* [Task inputs]:
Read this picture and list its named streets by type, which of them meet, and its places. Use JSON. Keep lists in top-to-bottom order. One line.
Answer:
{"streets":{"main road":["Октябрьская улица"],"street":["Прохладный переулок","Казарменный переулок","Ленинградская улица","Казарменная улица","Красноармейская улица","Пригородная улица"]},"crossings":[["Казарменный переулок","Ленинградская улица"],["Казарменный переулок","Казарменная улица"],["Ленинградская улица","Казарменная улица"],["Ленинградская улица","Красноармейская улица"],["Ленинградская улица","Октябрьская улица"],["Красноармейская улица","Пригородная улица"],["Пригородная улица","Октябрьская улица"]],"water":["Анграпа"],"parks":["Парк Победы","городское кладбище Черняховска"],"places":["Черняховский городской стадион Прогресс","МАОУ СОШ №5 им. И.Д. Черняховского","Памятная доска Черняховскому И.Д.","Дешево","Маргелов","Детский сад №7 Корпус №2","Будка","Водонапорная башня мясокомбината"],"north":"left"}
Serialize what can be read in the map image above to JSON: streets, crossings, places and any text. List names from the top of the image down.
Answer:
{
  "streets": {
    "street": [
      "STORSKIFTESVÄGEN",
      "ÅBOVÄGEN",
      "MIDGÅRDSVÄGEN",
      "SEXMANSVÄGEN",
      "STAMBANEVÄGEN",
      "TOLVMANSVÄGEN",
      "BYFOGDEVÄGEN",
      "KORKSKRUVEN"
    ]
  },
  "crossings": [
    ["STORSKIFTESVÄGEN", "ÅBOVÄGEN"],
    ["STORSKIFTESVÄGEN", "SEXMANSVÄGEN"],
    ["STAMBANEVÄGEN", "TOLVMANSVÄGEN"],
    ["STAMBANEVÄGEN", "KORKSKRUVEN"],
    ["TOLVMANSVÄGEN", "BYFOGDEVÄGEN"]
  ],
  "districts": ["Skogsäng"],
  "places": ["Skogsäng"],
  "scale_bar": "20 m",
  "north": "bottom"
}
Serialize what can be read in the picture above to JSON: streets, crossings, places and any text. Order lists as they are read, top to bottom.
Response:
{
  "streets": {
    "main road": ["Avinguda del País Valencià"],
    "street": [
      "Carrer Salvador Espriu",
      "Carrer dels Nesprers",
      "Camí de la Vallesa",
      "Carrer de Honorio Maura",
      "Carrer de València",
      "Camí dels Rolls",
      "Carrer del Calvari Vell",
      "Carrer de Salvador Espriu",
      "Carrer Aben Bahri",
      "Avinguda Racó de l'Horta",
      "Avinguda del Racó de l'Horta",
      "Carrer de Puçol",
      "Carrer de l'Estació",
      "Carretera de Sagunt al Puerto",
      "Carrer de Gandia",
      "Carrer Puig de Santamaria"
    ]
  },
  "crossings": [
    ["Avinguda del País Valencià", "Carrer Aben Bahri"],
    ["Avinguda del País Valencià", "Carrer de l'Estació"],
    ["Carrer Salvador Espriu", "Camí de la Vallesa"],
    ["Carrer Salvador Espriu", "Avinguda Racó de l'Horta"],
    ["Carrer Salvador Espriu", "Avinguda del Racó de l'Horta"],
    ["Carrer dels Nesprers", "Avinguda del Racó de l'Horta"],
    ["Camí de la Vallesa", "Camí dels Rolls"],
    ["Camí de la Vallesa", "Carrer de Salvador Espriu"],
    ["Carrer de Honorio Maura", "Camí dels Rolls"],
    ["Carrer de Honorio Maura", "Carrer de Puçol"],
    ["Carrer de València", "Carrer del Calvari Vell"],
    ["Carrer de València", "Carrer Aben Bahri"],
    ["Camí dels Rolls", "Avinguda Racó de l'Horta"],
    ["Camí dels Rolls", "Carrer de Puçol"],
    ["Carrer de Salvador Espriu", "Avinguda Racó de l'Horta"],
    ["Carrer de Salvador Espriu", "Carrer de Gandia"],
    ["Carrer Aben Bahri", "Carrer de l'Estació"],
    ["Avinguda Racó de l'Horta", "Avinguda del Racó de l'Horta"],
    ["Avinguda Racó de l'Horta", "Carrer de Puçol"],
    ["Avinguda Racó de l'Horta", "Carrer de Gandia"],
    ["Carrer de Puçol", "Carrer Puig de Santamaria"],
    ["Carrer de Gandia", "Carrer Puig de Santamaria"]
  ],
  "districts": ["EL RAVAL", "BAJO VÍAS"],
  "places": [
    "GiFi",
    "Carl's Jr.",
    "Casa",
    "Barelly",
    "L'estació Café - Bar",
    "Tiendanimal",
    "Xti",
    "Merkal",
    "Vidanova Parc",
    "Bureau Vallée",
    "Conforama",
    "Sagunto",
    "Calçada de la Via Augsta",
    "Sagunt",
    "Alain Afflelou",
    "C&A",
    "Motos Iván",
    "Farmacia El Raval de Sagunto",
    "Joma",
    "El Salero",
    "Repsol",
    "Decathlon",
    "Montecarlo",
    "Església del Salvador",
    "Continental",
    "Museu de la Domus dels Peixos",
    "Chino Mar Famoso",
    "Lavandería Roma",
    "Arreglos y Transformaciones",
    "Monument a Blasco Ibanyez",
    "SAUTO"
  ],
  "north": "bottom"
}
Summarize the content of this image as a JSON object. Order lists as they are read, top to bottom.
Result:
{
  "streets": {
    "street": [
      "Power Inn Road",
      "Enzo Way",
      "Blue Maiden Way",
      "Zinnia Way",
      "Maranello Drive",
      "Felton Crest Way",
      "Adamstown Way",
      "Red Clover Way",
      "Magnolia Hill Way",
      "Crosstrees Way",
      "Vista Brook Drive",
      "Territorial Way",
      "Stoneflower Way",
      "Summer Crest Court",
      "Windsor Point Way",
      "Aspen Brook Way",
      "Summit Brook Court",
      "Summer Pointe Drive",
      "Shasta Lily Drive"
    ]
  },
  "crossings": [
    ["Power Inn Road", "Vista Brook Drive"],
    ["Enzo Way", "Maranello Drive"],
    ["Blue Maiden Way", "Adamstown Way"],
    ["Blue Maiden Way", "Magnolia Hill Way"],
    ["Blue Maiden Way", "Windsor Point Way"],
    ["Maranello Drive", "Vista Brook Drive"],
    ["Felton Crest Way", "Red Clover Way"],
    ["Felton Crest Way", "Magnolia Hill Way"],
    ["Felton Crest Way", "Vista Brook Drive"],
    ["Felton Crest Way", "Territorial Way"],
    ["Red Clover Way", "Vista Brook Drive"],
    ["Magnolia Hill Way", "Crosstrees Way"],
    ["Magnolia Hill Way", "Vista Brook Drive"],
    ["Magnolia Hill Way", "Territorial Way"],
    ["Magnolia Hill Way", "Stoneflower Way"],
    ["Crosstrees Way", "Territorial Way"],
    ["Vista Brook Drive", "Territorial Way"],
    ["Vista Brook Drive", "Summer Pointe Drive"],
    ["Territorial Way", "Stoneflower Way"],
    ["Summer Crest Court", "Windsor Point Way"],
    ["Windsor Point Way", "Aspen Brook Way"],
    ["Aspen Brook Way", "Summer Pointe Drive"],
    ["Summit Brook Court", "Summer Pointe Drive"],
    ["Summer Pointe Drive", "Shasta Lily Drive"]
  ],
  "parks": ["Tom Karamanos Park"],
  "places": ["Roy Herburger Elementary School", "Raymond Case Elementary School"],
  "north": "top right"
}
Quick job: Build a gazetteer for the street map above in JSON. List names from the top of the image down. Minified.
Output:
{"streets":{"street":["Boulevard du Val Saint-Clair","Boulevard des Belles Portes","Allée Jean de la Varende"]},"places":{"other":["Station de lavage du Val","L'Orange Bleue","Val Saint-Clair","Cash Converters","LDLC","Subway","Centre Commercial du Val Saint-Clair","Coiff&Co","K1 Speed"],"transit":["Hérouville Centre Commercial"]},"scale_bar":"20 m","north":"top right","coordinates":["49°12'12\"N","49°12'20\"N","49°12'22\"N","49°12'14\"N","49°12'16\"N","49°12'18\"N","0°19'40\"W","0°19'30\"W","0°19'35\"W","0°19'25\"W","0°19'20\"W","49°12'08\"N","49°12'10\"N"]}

* [What you are asked to do]: Restate the data word for word. Begin at its first line, end at the line that contains "Serialize what can be read in the map", and include both.

* [Reply to the exercise]:
Read this picture and list its named streets by type, which of them meet, and its places. Use JSON. Keep lists in top-to-bottom order. One line.
Answer:
{"streets":{"main road":["Октябрьская улица"],"street":["Прохладный переулок","Казарменный переулок","Ленинградская улица","Казарменная улица","Красноармейская улица","Пригородная улица"]},"crossings":[["Казарменный переулок","Ленинградская улица"],["Казарменный переулок","Казарменная улица"],["Ленинградская улица","Казарменная улица"],["Ленинградская улица","Красноармейская улица"],["Ленинградская улица","Октябрьская улица"],["Красноармейская улица","Пригородная улица"],["Пригородная улица","Октябрьская улица"]],"water":["Анграпа"],"parks":["Парк Победы","городское кладбище Черняховска"],"places":["Черняховский городской стадион Прогресс","МАОУ СОШ №5 им. И.Д. Черняховского","Памятная доска Черняховскому И.Д.","Дешево","Маргелов","Детский сад №7 Корпус №2","Будка","Водонапорная башня мясокомбината"],"north":"left"}
Serialize what can be read in the map image above to JSON: streets, crossings, places and any text. List names from the top of the image down.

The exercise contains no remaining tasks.